Divide the value of an Investment at the end of the period by its value at the beginning of that period. Raise the result to an exponent of one divided by the number of years. Subtract one from

the subsequent result.

Compounded Annual Growth = (Present / Past) 1/n – 1

= (310 / 205) 1/ 10 – 1

= 0.042223

= 4.22 %

13. The working definition of a Recession is Two Consecutive quarters of negative economic Growth as measured by a country’s GDP, although the National Bureau of Economic Research (NBER) does not necessarily need to see this occur to call a Recession, and uses more frequently reported monthly data.

14. Repo Rate refers to the Rate at which Commercial Banks borrow money by selling their Securities to the Central Bank of country, i.e (RBI) to maintain Liquidity, in case of shortage of funds or due to some statutory measures. It is one of the main tools of RBI to keep inflation under control.

15. To calculate Inflation, start by subtracting the current price of a good from the historical price of the same good. Then divide that number by the Current Price of the Good. Finally, multiply that number by 100 and write your answer as a percentage.

16. To calculate Growth Rate, start by subtracting the Past value from the Current Value. Then divide that number by the Past value. Finally, multiply your answer by 100 to express it as a percentage.

Eg. If the value of your company was $100 and now it’s $200, first you subtract 100 from 200 and get 100 and then divide the 100 by 100 (Past Value) & then multiply the result by 100.

17. For WPI, a set of 697 commodities and their prices are used for the calculation. The selected commodities are supposed to represent various strata of the economy and are supposed to give a comprehensive WPI value for the economy.

WPI is calculated on a base year and WPI for the base year is assigned to be 100.

To show the calculated, let’s assume the base year to be 2010. The data of whole sale prices of all the 435 commodities in the base year and the time for which WPI is to be calculated is gathered. Let’s calculate WPI for the year 2011 for a particular commodity, say wheat.

Assume that the price of a kilogram of wheat in 2010 = Rs.16.75 and in 2011 = Rs.1895

The WPI of wheat for the year 2011 is ((Price of wheat in 2011 – Price of wheat in 2010) /

(Price of wheat in 2010)) * 100

(i.e)(((18.95 – 16.75) / (16.75)) * 100 = 13.13

Since WPI for the base year is assumed as 100, WPI for 2011 will become 100 + 13.13 = 113.13

In this way individual WPI values for remaining 696 commodities are calculated and then the weighted average of individual WPI figures are found out to arrive at the overall Whole Sale Price Index. Commodities are given weightage depending upon its influence in the economy.

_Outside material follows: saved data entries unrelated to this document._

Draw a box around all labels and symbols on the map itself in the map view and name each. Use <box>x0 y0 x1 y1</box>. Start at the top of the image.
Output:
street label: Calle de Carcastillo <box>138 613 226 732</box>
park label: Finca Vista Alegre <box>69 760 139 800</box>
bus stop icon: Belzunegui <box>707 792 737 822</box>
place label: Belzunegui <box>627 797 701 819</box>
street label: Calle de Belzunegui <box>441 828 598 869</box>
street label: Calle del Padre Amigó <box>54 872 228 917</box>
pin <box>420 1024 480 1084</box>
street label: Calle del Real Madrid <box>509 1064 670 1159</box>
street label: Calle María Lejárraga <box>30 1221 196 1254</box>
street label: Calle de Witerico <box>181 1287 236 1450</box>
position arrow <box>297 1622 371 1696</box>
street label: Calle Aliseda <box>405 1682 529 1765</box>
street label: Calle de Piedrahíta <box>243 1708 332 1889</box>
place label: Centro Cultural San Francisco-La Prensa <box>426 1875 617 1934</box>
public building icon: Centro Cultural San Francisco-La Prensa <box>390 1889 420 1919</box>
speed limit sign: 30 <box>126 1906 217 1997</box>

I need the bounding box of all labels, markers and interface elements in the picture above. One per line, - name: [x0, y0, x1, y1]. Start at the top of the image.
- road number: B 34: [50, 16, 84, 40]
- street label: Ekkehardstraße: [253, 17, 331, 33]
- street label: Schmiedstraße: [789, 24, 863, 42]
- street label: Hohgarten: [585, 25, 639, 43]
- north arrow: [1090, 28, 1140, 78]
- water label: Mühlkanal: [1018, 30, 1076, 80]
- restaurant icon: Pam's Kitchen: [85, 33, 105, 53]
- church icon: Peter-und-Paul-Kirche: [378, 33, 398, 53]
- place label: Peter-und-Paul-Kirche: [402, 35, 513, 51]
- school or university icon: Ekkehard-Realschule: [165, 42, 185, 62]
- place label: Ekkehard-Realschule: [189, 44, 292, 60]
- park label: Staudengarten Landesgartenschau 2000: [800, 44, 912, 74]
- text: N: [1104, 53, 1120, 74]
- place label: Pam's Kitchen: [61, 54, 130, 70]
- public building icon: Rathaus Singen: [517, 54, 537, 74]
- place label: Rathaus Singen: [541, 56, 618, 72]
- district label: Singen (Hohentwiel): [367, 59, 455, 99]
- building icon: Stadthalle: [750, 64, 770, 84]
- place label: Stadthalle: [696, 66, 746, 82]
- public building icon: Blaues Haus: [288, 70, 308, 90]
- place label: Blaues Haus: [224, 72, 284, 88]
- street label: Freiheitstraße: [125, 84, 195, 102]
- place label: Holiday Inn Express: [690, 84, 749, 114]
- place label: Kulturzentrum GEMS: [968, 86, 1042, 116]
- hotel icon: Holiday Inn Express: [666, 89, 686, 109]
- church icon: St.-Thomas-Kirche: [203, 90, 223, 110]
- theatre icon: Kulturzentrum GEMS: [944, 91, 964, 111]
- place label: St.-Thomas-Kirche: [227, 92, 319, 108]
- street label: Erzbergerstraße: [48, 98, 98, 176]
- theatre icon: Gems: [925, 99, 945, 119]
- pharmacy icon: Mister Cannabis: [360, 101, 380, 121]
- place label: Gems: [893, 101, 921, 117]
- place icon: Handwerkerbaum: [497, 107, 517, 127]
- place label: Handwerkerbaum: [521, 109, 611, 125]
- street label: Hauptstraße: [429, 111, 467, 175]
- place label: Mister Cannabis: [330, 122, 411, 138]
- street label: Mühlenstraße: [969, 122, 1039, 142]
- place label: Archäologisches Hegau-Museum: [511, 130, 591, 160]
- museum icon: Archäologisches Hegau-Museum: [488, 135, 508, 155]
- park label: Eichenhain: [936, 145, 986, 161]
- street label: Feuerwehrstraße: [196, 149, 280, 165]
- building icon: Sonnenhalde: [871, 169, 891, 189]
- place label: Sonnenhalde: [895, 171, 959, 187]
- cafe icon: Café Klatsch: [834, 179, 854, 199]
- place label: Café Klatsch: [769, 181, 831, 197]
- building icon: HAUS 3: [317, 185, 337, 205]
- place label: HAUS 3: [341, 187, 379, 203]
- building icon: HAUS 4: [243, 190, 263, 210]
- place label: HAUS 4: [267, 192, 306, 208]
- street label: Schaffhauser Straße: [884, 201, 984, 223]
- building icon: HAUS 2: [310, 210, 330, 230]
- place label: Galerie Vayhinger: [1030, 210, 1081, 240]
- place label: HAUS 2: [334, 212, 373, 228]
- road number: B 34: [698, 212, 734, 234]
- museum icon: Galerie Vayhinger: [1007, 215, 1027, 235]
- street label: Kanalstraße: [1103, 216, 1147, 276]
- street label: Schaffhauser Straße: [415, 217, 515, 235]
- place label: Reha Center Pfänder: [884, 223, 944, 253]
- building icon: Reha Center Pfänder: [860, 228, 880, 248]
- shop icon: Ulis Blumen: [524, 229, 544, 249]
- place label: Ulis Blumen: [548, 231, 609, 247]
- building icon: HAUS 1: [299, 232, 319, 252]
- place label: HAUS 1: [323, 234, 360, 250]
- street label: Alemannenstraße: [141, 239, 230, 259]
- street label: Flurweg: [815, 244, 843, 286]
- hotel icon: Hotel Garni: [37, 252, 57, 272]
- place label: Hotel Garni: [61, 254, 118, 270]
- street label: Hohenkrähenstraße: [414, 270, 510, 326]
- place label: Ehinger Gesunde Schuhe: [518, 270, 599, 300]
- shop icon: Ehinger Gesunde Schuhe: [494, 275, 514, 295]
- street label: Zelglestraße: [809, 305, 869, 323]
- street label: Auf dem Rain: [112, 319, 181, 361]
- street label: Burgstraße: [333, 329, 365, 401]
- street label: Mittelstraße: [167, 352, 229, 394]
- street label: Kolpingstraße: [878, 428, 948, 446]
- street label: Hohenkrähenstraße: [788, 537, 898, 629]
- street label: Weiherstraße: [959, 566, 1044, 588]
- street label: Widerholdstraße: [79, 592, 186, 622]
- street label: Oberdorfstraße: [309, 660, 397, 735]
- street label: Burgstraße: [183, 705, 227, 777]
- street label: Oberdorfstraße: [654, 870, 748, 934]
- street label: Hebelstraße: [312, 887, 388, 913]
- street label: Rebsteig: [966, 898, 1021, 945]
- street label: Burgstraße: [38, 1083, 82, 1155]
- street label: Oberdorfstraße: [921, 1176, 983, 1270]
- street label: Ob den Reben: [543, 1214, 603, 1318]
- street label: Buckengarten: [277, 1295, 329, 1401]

18. Reserve Repo Rate is a mechanism to absorb the Liquidity in the Market, thus restricting the borrowing power of investors. Reverse Repo Rate is when the RBI borrows money from Banks, when there is excess Liquidity in the Market. The Banks benefit out of it by receiving interest for their Holdings with the Central Bank.

During high levels of inflation in the economy, the RBI increases the Reverse Repo. It encourages the Banks to park more funds with the RBI to earn higher returns on excess funds. Banks are left with lesser funds to extend loans and borrowings to consumers.